## Data provided
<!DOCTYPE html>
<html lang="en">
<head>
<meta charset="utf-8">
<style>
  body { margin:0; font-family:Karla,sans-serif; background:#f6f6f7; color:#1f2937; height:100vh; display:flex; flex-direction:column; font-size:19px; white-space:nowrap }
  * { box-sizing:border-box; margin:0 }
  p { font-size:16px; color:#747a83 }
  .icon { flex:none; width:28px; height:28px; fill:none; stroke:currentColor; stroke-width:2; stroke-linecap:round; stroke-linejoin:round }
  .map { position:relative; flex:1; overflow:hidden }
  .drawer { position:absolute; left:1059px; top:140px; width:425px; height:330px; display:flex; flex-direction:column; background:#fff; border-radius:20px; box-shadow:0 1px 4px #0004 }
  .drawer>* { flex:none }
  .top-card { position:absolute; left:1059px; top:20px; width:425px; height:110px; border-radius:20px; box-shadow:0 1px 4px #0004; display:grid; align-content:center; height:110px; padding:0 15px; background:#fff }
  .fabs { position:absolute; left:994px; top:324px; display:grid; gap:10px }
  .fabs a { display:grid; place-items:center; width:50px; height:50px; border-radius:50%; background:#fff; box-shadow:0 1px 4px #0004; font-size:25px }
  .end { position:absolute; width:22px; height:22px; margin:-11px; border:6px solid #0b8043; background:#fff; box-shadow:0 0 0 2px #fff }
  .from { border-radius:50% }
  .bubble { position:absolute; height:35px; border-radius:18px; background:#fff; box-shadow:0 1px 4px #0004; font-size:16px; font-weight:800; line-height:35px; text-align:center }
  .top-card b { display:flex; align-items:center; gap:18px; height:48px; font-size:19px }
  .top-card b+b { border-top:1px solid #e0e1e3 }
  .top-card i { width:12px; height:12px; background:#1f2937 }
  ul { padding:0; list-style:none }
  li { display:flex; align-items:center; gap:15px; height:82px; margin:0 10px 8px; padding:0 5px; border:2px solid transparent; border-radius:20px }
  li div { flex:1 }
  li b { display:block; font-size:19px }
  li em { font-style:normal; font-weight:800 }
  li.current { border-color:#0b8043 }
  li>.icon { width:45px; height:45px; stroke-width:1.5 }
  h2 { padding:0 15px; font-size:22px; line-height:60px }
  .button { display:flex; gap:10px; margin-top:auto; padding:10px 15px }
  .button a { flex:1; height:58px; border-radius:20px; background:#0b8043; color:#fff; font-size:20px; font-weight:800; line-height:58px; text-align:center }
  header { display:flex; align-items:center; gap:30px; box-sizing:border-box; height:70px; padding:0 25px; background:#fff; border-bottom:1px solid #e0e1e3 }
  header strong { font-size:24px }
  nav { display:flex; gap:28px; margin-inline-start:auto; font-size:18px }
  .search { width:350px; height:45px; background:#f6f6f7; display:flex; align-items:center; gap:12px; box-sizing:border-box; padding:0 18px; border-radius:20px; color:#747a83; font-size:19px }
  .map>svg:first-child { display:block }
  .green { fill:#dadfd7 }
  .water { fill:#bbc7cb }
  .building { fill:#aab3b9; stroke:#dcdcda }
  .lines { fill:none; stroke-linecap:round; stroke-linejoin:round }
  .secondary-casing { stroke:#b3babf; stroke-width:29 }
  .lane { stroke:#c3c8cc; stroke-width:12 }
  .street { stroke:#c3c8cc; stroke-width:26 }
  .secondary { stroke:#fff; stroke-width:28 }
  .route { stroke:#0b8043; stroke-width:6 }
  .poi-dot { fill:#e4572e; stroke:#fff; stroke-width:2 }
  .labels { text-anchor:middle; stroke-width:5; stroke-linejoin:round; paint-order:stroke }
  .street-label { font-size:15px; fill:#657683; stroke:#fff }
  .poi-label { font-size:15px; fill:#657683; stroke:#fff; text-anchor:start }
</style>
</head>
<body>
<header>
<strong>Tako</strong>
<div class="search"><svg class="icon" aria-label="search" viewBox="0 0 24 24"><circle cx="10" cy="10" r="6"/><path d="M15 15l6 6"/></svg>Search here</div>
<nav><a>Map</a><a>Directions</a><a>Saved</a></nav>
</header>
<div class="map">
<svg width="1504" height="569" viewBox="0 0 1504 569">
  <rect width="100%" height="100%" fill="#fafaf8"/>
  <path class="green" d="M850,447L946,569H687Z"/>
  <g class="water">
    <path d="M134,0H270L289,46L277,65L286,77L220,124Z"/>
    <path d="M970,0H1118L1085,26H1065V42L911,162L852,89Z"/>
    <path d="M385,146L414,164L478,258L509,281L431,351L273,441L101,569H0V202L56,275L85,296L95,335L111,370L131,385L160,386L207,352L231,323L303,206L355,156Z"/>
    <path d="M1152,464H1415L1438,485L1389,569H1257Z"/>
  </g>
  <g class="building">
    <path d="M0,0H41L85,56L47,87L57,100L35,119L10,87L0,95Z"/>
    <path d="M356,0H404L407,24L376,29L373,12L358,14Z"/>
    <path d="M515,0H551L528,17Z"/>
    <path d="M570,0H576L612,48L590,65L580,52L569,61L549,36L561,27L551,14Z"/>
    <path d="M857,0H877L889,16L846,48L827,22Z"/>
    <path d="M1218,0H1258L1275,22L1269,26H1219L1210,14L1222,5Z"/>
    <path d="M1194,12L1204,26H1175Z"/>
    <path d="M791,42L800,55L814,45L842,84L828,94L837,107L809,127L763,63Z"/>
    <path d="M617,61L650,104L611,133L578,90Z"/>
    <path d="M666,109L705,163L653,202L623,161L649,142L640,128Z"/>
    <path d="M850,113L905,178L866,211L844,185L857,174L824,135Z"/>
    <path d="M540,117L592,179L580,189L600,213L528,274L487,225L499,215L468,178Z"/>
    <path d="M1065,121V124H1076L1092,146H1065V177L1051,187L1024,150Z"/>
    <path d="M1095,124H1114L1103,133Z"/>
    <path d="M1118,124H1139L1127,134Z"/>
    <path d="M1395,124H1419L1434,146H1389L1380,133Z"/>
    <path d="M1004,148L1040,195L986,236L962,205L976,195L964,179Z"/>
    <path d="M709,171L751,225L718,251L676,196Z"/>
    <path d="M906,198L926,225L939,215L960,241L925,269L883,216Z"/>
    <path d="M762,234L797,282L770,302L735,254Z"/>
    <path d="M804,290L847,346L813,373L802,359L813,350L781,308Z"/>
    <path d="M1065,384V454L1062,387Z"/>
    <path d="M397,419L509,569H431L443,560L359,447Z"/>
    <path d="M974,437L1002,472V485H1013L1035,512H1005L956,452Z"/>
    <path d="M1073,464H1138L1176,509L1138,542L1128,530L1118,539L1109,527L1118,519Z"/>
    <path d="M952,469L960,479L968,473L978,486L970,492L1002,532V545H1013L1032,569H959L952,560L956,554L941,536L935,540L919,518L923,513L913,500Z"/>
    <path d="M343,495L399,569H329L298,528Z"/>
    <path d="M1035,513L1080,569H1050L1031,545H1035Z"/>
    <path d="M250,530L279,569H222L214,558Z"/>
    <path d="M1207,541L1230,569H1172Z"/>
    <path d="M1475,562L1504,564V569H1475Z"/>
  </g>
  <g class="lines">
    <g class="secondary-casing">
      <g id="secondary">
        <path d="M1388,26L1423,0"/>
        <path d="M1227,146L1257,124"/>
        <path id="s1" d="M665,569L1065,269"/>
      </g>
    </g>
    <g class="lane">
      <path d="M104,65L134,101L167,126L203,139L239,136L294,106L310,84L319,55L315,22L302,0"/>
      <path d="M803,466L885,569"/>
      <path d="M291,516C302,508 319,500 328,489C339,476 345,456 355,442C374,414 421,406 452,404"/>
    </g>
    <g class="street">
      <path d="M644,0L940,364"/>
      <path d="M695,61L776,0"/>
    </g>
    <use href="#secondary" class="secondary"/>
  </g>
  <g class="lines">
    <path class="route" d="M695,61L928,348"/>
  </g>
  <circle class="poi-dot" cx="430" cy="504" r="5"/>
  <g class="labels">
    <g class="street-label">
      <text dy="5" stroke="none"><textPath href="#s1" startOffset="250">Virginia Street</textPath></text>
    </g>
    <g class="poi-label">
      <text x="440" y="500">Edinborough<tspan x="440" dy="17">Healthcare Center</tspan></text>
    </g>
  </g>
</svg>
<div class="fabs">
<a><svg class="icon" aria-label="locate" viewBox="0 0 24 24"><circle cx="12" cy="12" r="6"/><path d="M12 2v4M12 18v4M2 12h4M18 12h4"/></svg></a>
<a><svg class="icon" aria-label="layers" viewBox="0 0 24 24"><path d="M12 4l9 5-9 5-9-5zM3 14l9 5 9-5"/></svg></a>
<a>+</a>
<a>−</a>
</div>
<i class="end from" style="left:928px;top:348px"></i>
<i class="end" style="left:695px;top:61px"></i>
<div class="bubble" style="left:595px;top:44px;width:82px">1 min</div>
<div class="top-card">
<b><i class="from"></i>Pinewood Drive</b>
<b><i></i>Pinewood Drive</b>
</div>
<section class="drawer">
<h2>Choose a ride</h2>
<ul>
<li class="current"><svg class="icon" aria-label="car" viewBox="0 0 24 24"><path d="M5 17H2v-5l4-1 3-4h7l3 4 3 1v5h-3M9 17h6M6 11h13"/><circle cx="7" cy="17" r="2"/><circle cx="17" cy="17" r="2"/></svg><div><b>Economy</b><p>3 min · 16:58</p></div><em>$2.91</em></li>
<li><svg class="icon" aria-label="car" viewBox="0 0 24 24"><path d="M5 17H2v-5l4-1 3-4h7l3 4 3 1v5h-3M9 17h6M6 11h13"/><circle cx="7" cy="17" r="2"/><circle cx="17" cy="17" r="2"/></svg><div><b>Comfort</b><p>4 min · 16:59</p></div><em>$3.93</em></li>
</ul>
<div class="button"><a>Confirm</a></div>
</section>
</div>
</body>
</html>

## Work task
Count the lines of the material that include the word "bubble", then state only the total.

## Answer to the exercise
2